======== INPUT DATA
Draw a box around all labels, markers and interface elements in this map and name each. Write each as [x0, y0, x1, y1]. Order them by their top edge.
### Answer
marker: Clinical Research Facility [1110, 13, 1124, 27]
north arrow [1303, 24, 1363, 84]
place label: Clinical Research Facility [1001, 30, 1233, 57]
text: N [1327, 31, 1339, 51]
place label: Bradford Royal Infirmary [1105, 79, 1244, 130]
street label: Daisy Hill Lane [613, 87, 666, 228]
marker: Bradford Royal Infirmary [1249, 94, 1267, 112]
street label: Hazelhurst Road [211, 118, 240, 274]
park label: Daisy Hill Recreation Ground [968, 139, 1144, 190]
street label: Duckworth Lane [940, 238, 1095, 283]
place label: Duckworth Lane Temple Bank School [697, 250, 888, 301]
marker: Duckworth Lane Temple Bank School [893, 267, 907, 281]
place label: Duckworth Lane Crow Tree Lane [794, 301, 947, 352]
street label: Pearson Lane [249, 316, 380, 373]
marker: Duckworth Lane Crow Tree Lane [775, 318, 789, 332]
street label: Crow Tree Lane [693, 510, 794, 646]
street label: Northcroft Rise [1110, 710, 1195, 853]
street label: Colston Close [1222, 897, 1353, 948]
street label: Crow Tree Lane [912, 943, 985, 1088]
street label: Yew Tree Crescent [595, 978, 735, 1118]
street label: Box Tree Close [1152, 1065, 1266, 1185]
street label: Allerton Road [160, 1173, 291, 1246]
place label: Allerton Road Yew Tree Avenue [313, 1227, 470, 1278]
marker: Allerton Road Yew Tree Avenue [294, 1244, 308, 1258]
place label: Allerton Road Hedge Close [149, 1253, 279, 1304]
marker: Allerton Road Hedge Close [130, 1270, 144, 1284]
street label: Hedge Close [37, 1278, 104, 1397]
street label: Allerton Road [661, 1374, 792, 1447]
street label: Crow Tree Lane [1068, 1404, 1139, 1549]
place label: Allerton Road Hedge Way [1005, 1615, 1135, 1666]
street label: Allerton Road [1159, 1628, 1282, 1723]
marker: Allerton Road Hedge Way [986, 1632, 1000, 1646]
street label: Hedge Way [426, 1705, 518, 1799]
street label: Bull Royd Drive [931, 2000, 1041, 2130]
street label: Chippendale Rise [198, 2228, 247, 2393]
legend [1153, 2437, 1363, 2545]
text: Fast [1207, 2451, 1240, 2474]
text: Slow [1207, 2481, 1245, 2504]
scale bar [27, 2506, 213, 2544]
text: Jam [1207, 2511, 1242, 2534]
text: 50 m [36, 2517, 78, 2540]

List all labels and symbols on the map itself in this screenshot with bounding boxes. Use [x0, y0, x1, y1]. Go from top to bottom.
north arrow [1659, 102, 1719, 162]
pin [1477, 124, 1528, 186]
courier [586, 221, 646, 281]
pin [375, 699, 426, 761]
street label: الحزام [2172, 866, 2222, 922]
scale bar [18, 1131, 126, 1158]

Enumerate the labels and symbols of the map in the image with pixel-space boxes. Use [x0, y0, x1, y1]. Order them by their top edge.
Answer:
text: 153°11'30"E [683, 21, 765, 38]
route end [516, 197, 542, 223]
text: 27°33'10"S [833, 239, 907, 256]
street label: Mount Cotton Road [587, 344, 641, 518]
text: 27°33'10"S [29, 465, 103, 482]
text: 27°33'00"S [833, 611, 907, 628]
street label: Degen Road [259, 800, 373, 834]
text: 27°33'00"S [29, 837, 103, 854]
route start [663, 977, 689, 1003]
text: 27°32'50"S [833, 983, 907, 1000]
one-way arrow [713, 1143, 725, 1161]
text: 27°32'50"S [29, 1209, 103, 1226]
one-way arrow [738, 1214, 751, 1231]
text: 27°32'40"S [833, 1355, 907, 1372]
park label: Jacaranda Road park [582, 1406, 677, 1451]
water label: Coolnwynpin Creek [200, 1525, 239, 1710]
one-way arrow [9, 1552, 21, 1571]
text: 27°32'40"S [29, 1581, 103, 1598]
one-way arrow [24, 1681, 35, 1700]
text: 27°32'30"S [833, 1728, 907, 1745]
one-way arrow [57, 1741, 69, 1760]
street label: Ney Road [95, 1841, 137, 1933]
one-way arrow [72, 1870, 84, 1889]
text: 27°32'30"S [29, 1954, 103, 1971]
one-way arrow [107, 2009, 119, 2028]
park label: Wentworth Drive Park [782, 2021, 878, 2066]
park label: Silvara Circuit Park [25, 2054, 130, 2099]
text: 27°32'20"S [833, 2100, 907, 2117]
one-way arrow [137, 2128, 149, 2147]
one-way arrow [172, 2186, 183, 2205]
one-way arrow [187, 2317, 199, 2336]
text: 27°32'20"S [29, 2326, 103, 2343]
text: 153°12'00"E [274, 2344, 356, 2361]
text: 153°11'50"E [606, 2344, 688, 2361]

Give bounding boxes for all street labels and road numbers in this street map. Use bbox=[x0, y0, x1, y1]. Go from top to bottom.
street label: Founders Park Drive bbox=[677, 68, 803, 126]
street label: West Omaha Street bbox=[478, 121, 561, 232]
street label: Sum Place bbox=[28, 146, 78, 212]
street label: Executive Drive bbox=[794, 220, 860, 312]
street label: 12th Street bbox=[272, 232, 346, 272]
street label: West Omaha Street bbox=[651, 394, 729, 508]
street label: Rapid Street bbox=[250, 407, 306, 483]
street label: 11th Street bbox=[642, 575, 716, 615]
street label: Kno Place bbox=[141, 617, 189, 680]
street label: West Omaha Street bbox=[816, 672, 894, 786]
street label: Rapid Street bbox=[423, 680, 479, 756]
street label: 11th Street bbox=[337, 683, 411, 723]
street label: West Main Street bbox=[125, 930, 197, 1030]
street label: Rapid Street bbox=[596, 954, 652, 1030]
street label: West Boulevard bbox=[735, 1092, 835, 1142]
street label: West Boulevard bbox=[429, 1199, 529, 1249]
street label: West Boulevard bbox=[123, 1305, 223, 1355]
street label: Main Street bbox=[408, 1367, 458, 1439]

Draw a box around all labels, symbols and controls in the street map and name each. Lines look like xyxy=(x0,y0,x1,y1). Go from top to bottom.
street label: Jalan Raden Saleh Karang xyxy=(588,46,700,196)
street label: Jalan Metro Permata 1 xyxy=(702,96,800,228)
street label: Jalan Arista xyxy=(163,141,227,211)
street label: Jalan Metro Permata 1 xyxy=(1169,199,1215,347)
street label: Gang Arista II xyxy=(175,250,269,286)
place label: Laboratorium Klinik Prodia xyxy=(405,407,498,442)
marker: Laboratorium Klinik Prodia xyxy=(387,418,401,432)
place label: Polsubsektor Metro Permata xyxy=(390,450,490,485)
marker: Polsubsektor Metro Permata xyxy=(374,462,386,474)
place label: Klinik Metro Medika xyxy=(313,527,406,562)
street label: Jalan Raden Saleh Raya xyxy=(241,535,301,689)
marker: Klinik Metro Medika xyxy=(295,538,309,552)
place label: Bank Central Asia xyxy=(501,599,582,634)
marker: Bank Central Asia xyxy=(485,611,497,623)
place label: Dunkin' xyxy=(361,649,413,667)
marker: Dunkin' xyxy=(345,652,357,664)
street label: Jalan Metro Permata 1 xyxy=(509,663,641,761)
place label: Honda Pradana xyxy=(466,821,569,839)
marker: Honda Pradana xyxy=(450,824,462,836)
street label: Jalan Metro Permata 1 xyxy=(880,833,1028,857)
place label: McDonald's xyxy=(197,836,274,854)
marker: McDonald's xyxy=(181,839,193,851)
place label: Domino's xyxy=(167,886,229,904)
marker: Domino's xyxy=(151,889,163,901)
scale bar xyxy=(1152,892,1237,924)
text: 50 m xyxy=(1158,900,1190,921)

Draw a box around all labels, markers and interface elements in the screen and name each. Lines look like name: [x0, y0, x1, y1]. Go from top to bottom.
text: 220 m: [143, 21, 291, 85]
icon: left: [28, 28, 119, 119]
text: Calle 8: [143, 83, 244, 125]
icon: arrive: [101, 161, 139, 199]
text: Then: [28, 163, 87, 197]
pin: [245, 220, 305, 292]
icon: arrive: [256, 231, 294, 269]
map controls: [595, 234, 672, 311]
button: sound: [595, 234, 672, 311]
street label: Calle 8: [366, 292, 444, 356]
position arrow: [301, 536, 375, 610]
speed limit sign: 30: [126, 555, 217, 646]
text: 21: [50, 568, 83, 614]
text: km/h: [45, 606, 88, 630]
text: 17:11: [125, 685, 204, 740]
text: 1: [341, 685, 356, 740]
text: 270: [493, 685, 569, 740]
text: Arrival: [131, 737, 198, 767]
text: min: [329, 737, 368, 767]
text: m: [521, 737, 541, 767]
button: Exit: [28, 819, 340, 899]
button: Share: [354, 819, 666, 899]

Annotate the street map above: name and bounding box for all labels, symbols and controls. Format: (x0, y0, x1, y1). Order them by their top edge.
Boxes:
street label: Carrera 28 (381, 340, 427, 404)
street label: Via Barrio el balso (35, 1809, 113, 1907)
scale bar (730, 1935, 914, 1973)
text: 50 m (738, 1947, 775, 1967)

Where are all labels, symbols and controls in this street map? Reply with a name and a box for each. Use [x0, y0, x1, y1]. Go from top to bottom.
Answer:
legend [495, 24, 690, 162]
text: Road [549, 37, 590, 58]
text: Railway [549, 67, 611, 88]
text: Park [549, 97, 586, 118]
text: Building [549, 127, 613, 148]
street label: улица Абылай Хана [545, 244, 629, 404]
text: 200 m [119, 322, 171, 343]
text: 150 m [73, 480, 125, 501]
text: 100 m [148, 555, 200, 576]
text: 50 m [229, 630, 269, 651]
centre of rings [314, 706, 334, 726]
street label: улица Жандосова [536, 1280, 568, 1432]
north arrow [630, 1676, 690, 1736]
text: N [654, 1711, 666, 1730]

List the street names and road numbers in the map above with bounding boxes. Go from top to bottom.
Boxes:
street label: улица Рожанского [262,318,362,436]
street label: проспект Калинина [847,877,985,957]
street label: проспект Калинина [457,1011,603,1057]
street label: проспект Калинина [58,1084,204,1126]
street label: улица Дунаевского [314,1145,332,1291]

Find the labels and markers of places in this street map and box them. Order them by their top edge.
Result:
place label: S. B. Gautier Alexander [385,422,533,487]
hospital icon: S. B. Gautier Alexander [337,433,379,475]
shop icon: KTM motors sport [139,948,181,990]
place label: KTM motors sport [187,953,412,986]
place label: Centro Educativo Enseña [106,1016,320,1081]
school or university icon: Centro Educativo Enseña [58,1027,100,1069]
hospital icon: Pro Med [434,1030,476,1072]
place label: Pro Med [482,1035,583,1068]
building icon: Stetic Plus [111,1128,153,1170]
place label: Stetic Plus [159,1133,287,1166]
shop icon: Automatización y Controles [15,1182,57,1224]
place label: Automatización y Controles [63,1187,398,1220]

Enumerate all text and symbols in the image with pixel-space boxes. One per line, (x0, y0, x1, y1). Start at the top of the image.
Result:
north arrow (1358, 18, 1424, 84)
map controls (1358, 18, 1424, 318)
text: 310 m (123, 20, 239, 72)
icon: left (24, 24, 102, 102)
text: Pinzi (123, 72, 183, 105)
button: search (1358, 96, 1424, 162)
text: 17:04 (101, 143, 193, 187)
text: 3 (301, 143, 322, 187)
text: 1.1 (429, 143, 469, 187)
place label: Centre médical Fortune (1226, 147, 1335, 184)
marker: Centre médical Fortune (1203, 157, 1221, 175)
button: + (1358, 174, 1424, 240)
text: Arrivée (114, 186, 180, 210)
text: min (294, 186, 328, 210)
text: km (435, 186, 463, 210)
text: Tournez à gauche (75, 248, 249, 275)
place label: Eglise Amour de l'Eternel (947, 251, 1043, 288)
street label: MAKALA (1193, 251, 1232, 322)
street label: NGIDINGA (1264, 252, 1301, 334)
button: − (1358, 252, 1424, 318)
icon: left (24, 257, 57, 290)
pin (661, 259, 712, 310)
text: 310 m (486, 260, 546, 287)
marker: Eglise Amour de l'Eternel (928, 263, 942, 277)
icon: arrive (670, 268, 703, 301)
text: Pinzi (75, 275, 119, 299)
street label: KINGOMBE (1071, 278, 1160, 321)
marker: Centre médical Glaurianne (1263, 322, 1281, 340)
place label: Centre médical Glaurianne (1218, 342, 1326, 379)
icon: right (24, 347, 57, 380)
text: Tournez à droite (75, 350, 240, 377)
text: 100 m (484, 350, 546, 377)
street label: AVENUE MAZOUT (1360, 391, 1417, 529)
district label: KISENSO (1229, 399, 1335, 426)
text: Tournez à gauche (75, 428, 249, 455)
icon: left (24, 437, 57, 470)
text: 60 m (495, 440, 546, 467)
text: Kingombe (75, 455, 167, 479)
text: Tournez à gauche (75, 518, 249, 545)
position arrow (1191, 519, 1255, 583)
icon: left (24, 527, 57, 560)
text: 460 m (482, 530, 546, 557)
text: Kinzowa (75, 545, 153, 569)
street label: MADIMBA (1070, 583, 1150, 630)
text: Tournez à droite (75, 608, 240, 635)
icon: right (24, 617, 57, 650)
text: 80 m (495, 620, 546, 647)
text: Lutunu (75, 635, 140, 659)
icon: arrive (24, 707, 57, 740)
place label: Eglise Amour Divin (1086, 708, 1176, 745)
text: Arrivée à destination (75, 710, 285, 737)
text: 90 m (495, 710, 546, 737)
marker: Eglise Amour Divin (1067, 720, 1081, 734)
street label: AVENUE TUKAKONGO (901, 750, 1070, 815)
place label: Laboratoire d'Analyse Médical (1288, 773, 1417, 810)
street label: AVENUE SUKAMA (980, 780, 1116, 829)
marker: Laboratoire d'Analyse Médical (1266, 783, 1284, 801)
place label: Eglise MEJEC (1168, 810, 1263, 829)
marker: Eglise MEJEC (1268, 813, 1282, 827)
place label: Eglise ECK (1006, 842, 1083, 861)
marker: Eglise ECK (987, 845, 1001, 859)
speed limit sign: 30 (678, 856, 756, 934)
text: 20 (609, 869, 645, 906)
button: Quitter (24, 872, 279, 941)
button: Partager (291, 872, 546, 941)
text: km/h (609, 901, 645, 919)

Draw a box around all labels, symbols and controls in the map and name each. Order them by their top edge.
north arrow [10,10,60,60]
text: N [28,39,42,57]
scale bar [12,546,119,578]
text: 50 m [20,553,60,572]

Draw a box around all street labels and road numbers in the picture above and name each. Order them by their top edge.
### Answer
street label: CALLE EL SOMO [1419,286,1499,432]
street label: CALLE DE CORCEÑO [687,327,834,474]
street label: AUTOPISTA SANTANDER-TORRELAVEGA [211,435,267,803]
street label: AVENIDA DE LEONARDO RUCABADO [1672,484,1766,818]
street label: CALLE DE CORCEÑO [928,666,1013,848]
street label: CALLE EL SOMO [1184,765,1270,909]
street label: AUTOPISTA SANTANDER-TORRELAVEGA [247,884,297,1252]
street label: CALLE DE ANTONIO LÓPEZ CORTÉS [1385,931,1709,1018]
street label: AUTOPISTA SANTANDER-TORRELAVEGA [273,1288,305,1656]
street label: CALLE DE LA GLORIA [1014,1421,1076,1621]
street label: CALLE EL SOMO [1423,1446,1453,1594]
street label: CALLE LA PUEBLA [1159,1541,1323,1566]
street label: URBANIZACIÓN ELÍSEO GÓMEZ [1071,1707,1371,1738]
================
* ASSIGNED TASK: Filter the entries above down to the lines that contain the word "Dunkin".

* REPLY:
place label: Dunkin' xyxy=(361,649,413,667)
marker: Dunkin' xyxy=(345,652,357,664)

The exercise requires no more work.